The Saratoga Sun -

Businesses ready for chariot crowd

 


The town of Saratoga will surely gain an economic boost during the 34th annual Donald E. Erickson Chariot Races this weekend.

Saratoga resident Rosemary Erickson said she was excited for another year of busyness during the big racing event, which was named after her husband, Don, who passed away in 1980. She said Don was very well-known in the community before his passing.

“We moved here in 1970 and had a corner drug store, and Don was active in the business community,” Erickson said. “He helped start the chamber of commerce, and he helped start the library board and was on the library board.”

Erickson said she was grateful for all the winter events the chamber presents to bring more people to town, and for all the time and efforts spent by volunteers.

“The chamber is always looking for activities to bring tourists and other people into the community, especially during the winter months,” she said. “Things like the fishing derby and other things bring people in during the winter months. I think the Chariot Races have been a really fun thing for a lot of teams that have been coming for years. Teams have come from all over the Mountain West.”

Stacy Crimmins, Executive Director for the Saratoga/Platte Valley Chamber of Commerce, said all of the town’s businesses, including those besides motels and restaurants, will likely see a boost from race attendants. She expects around 500 people to attend for both days, which is what she has seen in the past.

“The motels and restaurants will benefit directly, and it’s a trickle down benefit with the way the dollar turns over locally,” Crimmins said. “For example, the waitresses get better tips Saturday night, and can therefore buy extra groceries. Retail will also pick up around the race, and seasonal businesses that are not normally open in the winter are open for business. Businesses need to take advantage of those kind of weekends, because it’s a long winter for them.”

Crimmins said the event is not only good for Saratoga’s economy, but also builds positive public relations within the community. She said it also helps tourists realize how much the Valley has to offer, even during the wintertime.

“This is one more way of getting our name out there as a destination, and it’s good for people looking at the community to relocate,” Crimmins said. “It helps to show that we’re active year-round. There are plenty of activities and fun things to do here, and it’s a family-friendly place. We do hear from people that they’re surprised at how much goes on in our community.”

By checking license plates each year, Crimmins said she has seen people come from all over Wyoming, Colorado, Idaho, Utah, North Dakota and Oregon, and even from eastern states such as Maryland and Florida. She said attendance has remained steady over the years, and never experienced a major drop.
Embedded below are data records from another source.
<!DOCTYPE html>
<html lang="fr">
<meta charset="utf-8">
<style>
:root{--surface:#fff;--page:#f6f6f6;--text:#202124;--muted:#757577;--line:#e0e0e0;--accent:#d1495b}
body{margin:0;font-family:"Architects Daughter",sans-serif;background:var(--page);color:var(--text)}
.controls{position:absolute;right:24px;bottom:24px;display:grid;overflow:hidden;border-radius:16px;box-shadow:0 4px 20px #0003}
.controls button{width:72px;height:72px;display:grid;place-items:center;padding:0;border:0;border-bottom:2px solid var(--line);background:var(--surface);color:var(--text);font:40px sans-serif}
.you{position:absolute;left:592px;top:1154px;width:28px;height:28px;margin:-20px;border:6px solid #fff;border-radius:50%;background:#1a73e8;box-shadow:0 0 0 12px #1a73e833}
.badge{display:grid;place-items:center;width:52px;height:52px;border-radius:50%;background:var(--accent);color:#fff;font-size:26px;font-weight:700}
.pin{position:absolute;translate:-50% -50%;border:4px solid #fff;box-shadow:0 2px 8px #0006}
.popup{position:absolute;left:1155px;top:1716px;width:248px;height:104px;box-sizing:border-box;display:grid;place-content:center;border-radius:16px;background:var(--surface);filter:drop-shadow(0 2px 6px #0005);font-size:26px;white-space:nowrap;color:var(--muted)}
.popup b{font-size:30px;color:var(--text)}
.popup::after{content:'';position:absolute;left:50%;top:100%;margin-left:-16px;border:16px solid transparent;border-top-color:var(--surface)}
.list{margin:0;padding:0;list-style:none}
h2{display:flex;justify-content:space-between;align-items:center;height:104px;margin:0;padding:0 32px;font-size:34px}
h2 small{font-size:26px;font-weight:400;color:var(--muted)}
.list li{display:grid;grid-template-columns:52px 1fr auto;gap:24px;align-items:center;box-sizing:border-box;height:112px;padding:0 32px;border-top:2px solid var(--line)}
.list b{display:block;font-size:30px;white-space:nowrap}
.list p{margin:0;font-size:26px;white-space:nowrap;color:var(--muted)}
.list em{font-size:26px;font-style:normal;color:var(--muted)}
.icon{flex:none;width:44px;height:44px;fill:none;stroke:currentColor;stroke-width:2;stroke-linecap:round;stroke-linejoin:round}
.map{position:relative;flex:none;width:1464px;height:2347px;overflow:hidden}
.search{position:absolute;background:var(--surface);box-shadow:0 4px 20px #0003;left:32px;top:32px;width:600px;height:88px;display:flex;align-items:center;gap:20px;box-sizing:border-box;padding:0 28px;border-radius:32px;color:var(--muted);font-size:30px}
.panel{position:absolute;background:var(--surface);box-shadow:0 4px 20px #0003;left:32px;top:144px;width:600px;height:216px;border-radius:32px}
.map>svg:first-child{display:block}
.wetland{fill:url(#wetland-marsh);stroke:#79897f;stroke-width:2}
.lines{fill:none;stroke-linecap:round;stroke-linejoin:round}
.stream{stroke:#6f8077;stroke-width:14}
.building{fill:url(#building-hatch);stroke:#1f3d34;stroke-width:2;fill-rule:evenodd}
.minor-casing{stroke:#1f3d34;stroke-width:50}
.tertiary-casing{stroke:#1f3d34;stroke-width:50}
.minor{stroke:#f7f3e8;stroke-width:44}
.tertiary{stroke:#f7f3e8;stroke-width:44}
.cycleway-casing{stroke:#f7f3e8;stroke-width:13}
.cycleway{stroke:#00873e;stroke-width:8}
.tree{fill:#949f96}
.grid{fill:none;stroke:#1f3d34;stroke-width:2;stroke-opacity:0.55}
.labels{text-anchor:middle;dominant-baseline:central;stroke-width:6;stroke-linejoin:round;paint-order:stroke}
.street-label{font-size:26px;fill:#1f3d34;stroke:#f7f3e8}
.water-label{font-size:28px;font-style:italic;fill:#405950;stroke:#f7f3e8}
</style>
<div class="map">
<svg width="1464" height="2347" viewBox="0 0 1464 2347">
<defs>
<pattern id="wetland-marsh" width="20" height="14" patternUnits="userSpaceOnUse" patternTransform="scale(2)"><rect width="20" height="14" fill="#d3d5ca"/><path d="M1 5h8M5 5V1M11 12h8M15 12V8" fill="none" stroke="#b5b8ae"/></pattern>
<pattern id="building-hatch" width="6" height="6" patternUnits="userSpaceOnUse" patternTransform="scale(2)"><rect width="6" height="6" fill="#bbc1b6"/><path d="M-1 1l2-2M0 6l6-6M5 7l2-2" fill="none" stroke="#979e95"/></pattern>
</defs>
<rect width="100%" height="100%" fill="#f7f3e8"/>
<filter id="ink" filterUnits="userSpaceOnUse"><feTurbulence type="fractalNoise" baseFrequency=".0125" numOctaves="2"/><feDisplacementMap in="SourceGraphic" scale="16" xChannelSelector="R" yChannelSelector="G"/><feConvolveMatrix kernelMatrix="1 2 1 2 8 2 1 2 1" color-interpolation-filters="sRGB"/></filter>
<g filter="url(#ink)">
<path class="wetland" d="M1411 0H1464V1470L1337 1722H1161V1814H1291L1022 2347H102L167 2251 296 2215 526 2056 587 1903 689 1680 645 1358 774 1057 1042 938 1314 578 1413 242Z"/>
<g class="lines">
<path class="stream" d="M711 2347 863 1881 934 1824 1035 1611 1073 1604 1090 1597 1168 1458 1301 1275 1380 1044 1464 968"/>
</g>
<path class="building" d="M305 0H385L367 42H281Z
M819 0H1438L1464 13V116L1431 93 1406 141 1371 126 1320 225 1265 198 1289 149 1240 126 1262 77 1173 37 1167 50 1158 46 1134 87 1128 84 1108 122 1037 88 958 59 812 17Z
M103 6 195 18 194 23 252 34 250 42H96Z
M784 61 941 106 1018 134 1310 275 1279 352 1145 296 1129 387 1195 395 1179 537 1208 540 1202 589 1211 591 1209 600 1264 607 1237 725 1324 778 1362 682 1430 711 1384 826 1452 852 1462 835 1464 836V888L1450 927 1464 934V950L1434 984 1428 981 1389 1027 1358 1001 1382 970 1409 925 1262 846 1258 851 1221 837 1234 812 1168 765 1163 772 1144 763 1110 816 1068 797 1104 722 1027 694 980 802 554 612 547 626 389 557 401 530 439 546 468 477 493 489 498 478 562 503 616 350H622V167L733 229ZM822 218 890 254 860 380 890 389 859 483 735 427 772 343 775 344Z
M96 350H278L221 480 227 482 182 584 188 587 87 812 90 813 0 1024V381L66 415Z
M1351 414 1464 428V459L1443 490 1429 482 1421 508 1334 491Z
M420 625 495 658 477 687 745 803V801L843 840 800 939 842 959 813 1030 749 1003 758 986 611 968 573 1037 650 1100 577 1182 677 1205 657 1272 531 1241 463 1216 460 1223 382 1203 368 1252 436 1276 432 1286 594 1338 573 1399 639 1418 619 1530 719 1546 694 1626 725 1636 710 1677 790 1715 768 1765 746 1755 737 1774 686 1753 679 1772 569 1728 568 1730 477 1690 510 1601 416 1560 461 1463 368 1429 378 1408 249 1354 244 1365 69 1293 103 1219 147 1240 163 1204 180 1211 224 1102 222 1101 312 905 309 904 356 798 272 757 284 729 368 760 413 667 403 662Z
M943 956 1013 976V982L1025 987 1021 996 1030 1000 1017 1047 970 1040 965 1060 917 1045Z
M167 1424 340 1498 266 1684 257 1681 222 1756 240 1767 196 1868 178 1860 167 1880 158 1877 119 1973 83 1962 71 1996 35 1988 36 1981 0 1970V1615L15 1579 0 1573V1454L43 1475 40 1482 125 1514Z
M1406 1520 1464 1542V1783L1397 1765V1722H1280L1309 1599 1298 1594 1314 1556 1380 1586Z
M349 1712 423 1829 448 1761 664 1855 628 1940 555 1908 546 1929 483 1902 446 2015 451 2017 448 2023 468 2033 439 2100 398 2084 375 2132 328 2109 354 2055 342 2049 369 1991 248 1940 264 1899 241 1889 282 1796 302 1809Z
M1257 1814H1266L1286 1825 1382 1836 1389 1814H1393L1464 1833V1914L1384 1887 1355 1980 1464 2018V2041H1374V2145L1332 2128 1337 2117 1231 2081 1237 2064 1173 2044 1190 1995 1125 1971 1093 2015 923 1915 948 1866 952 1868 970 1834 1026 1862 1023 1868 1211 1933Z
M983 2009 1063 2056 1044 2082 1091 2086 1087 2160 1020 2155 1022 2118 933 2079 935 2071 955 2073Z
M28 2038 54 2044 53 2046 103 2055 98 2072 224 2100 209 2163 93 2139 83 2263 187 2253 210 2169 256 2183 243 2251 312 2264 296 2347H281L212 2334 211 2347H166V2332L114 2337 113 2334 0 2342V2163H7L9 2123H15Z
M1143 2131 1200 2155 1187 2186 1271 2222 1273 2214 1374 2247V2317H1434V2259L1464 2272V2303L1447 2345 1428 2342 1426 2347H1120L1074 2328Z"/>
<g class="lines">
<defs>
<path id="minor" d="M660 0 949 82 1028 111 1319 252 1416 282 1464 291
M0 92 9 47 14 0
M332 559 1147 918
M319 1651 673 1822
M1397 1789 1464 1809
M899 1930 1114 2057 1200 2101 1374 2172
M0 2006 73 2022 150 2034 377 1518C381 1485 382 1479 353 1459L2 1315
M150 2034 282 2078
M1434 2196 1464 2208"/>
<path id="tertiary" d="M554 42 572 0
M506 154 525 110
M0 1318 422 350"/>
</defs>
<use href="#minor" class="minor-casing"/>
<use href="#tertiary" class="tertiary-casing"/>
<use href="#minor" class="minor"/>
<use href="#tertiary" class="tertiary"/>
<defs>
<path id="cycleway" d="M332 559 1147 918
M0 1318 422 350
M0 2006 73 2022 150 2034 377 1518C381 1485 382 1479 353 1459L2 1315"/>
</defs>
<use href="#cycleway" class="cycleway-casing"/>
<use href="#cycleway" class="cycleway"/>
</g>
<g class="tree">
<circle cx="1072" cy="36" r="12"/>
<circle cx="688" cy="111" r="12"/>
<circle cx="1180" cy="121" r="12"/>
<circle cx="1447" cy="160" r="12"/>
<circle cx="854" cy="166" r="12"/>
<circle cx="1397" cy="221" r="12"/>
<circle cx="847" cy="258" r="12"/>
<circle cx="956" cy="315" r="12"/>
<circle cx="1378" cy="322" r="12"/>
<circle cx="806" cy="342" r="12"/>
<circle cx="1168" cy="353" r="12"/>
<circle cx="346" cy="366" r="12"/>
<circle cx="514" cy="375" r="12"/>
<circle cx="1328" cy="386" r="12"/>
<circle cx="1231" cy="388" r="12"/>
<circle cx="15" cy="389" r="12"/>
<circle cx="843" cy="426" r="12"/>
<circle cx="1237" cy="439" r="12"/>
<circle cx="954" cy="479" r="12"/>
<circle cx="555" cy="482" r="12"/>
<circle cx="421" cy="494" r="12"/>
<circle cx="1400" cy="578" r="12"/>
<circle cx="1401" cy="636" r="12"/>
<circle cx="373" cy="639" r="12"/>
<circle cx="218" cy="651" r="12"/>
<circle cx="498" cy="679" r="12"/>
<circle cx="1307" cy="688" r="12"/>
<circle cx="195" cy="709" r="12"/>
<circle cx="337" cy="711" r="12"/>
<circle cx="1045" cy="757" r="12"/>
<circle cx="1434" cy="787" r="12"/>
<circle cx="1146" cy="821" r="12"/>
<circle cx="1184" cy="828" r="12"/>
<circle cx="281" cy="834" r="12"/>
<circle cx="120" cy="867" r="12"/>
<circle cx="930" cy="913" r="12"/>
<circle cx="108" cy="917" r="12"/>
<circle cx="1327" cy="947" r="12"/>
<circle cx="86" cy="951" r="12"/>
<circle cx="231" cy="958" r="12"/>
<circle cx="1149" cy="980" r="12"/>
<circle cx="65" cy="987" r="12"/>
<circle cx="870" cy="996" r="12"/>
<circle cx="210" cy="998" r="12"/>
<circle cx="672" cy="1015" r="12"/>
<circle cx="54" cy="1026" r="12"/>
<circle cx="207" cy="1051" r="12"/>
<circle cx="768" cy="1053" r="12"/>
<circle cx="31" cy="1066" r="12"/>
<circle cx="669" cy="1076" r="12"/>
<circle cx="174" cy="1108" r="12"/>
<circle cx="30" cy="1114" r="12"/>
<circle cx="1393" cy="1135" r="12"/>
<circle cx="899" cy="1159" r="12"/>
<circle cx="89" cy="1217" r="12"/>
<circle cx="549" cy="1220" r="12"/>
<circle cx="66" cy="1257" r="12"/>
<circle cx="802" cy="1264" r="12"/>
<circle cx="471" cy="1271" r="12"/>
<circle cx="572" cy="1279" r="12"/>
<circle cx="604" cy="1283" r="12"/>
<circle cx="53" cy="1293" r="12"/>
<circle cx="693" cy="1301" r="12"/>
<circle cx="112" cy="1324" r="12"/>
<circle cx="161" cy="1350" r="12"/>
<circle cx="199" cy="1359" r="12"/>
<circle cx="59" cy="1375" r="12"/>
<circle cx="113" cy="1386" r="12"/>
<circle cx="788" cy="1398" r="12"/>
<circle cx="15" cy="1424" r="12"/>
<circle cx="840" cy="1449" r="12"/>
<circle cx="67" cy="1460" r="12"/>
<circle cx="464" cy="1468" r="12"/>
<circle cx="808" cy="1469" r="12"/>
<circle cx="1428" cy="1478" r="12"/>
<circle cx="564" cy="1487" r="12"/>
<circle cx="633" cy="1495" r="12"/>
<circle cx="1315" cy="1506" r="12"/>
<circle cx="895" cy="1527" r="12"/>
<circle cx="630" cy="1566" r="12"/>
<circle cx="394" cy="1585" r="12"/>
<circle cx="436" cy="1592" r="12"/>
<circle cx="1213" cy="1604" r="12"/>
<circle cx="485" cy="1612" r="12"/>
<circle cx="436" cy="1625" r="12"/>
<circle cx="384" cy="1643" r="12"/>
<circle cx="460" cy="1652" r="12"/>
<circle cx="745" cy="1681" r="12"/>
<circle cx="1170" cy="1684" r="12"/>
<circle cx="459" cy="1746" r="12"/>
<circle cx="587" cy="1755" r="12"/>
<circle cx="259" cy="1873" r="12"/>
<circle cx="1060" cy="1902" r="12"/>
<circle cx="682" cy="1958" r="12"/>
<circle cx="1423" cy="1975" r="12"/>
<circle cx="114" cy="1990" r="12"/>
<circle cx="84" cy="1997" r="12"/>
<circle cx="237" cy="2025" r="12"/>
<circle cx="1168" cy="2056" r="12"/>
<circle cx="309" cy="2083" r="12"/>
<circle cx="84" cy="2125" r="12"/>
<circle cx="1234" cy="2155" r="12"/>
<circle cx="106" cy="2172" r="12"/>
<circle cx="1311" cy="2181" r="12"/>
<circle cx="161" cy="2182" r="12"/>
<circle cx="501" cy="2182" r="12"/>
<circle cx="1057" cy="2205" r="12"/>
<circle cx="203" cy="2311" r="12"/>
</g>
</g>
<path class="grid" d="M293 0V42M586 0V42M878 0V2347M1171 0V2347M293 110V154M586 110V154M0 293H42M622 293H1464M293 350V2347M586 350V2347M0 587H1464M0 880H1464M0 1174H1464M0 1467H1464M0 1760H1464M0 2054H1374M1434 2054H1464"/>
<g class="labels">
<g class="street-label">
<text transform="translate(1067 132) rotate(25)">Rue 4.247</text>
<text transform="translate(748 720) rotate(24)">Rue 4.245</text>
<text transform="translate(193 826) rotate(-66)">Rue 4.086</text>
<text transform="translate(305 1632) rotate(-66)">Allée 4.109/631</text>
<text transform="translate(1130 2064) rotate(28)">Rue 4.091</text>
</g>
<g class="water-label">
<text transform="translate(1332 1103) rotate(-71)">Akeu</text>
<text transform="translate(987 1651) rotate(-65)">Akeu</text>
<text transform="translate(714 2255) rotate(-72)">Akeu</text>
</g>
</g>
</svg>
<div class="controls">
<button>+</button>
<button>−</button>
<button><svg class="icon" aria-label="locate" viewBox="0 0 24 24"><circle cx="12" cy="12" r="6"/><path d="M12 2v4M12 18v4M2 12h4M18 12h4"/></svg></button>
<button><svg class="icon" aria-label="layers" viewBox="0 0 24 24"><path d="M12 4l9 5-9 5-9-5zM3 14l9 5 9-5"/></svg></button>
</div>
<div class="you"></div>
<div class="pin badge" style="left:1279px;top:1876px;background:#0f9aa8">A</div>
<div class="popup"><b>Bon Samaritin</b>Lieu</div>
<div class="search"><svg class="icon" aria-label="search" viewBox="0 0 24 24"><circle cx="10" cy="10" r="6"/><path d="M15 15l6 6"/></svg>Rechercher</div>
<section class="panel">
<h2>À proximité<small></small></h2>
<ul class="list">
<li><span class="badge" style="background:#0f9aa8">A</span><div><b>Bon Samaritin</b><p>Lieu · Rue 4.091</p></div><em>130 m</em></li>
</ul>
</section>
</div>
“Tourism for the event has not declined in six years, and it’s still a well-attended event,” she said. “For out of state, we get a lot of Coloradoans. I’m always amazed by how many people come out.”

Crimmins said lower attendance than usual should definitely not be a problem this year. She mentioned that all the motels have been known to completely fill up with eager race watchers.

“Most people who stay at our motels make a reservation for next year before they check out,” Crimmins said. “Some years we’ve had to call people and ask them if people could stay in their houses. The restaurants also really do well, and we’ll have that banquet on Saturday night.”